在 lightfm 中设置用户项目交互数据的正确方法答案

【问题标题】：Proper way to setup user-item interactions data in lightfm在 lightfm 中设置用户项目交互数据的正确方法
【发布时间】：2020-09-03 10:04:28
【问题描述】：

在我有关于其他项目/产品的其他隐式数据的情况下，当输入到 lightfm 模型时，设置数据的正确方法是什么。例如，我有 100k 个用户 x 200 个项目 交互数据，但是在实际应用中，我希望模型仅提供 200 个项目中的 50 个的推荐。那么如何设置数据呢？我正在考虑 2 个案例，但我不确定哪种方法是正确的：

案例 1：将整个矩阵（100k 用户 x 200 项）直接作为 lightfm 中的 interactions 参数提供。这种方式是更多的协作学习。

案例 2：仅将（100k 个用户 x 50 个项目）提供给 interactions 参数并将（100k x 150 个项目）矩阵用作 user_features。这样就可以进行更多基于内容的学习。

哪一个是正确的？此外，对于案例 1，模型评估（精度、召回率等）的效用函数是否可以仅针对选定项目进行推荐，例如，前 k 个推荐项目应仅从 50 个项目中获取，而不应推荐其他项目并从中计算精度、召回率等。

【问题讨论】：

标签： python lightfm

【解决方案1】：

您应该遵循案例 1。使用整个交互数据训练模型。在进行预测时，您可以将所需（50）项的索引作为参数传递给 model.predict。

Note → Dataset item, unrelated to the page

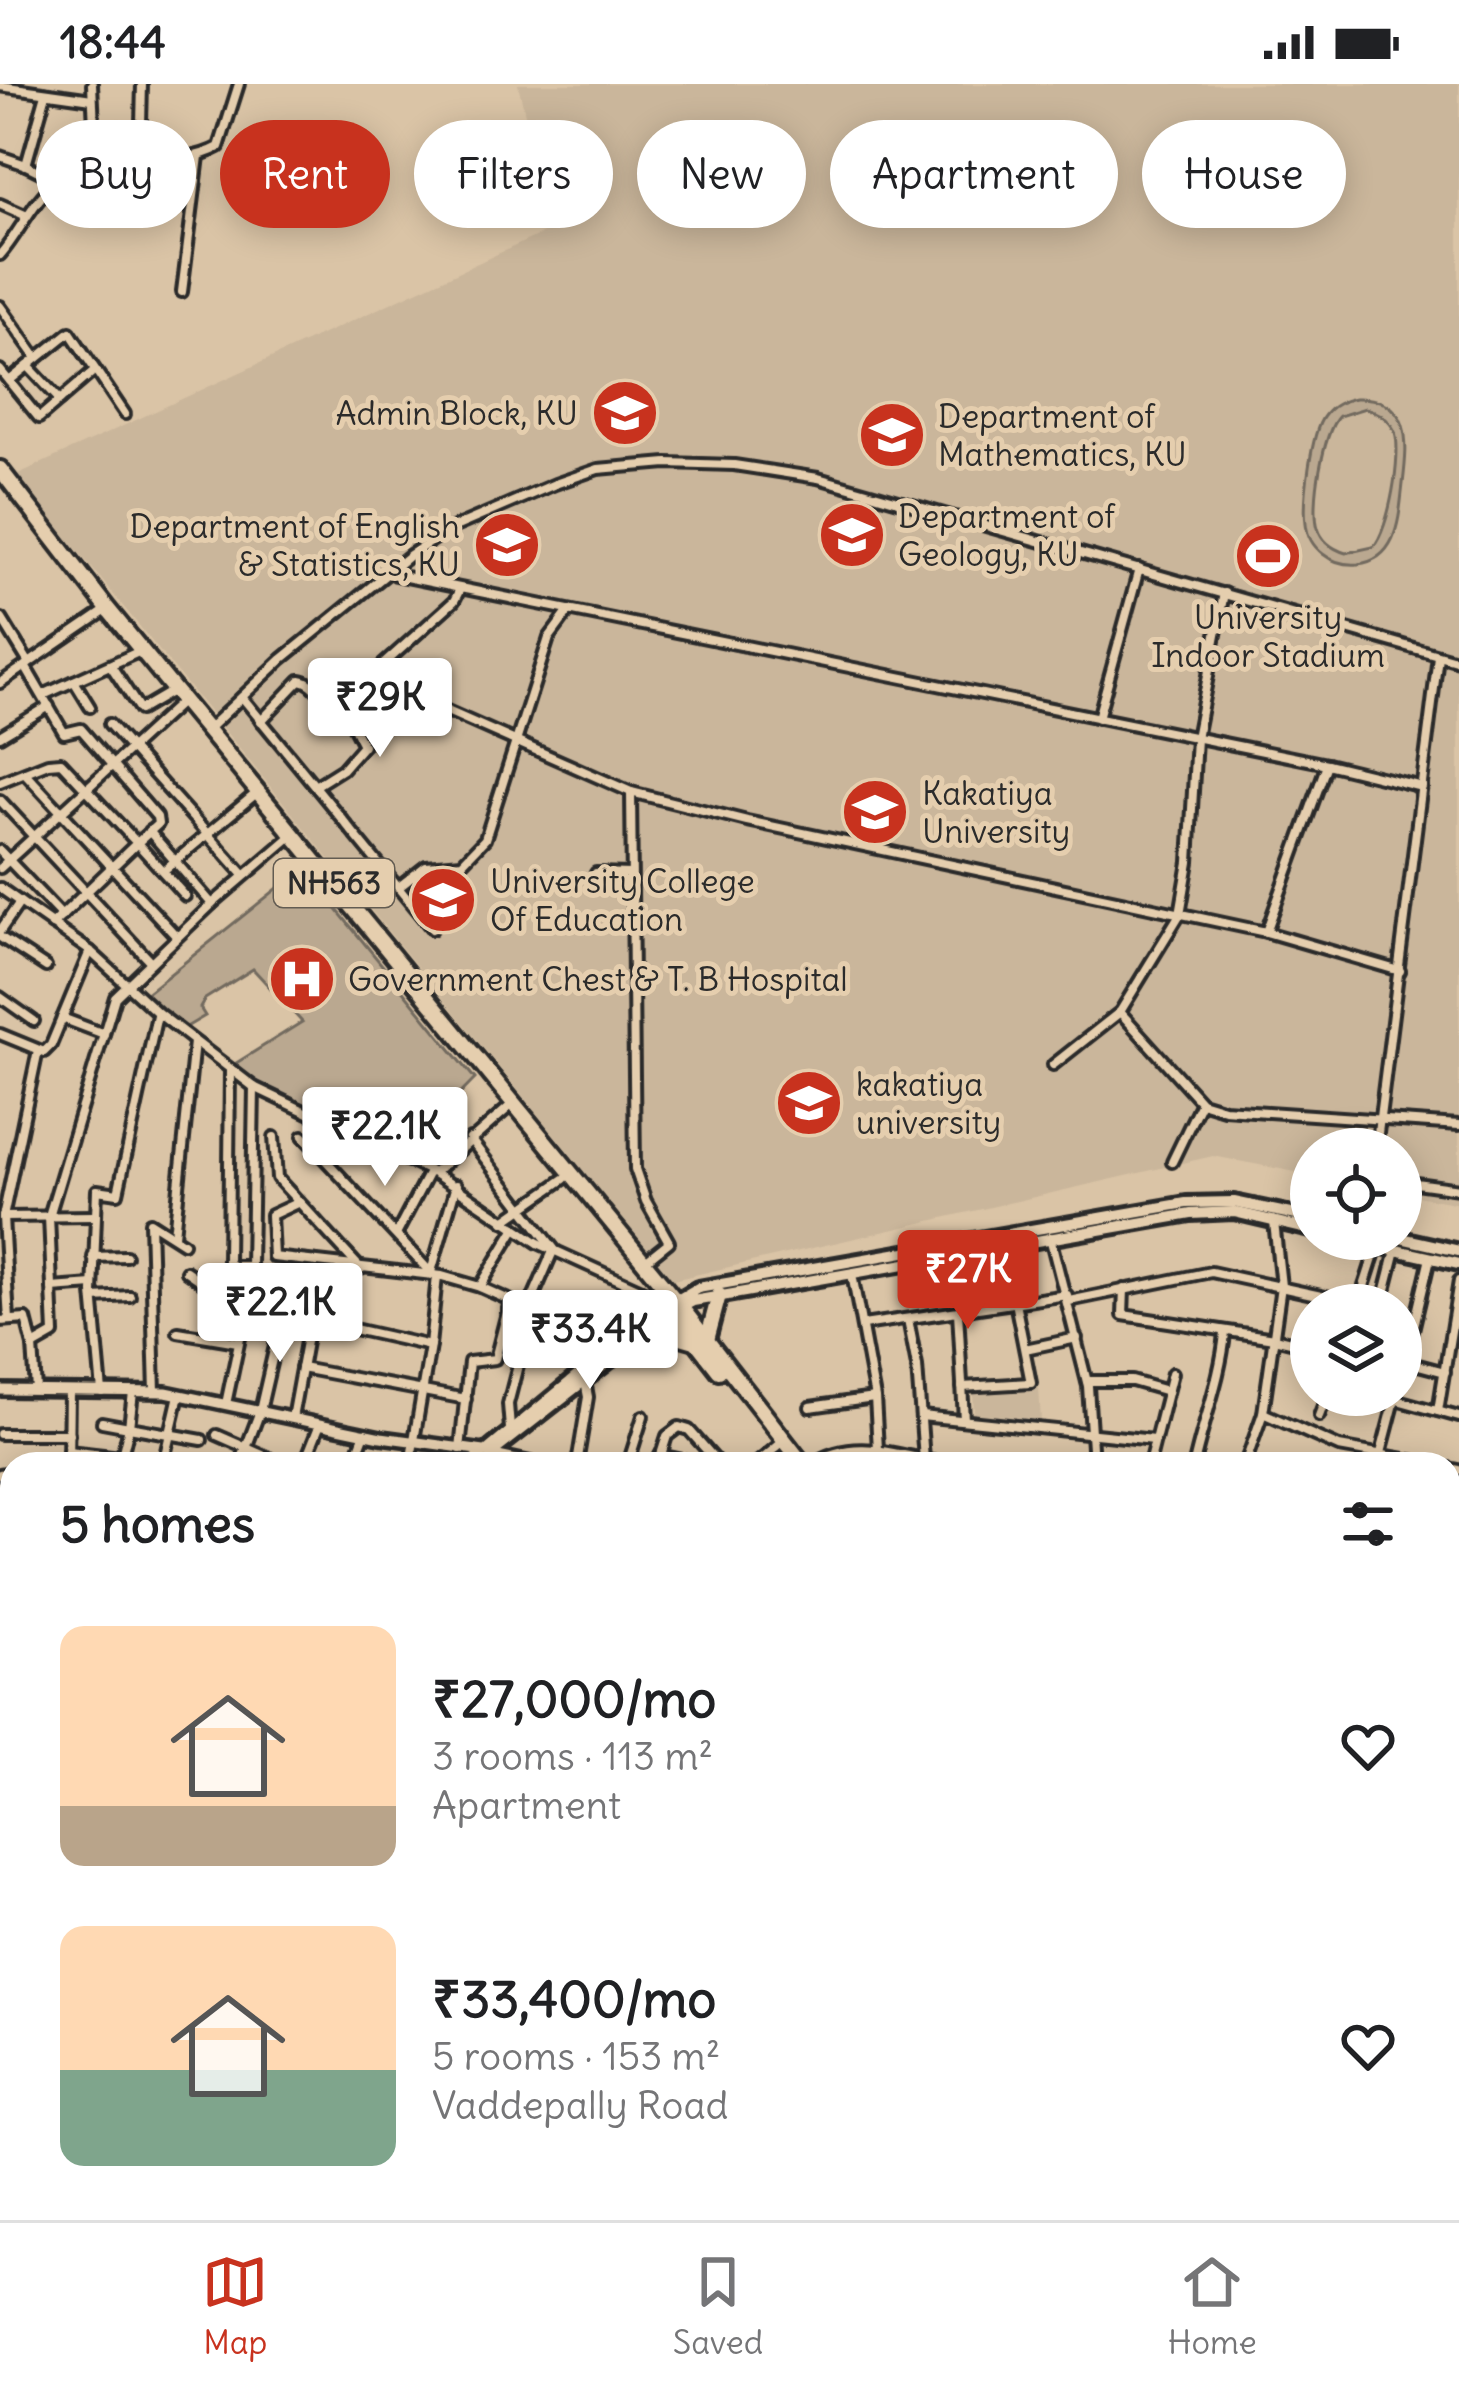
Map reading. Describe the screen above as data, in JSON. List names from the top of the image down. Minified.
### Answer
{"streets":{"highway":["NH563"]},"places":{"school or university":["Admin Block, KU","Department of Mathematics, KU","Department of Geology, KU","Department of English & Statistics, KU","Kakatiya University","University College Of Education","kakatiya university"],"sports":["University Indoor Stadium"],"hospital":["Government Chest & T. B Hospital"]},"page":{"status":"18:44","chip":["Buy","Rent","Filters","New","Apartment","House"],"price":["₹29K","₹22.1K","₹27K","₹22.1K","₹33.4K"],"heading":"5 homes","list":[{"name":"₹27,000/mo","note":"3 rooms · 113 m² · Apartment"},{"name":"₹33,400/mo","note":"5 rooms · 153 m² · Vaddepally Road"}],"tabs":["Map","Saved","Home"]}}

从 lightfm 文档中，您可以看到 model.predict 将项目 ID 作为参数（在这种情况下将是您的 50 个项目的 ID）。

https://making.lyst.com/lightfm/docs/_modules/lightfm/lightfm.html#LightFM.predict

def predict(self, user_ids, item_ids, item_features=None, user_features=None, num_threads=1): """ 计算用户-项目对的推荐分数。

    Arguments
    ---------

    user_ids: integer or np.int32 array of shape [n_pairs,]
         single user id or an array containing the user ids for the
         user-item pairs for which a prediction is to be computed
    item_ids: np.int32 array of shape [n_pairs,]
         an array containing the item ids for the user-item pairs for which
         a prediction is to be computed
    user_features: np.float32 csr_matrix of shape [n_users, n_user_features], optional
         Each row contains that user's weights over features
    item_features: np.float32 csr_matrix of shape [n_items, n_item_features], optional
         Each row contains that item's weights over features
    num_threads: int, optional
         Number of parallel computation threads to use. Should
         not be higher than the number of physical cores.

【讨论】：

是的，我明白了，但我只是想知道哪种方法更有效。由于这 150 件商品不是我推荐的产品的一部分，因此最好将其包含在交互数据中或将其作为 user_features 提供，哪一项会产生良好的效果。我想我只需要尝试找出答案，但还是谢谢。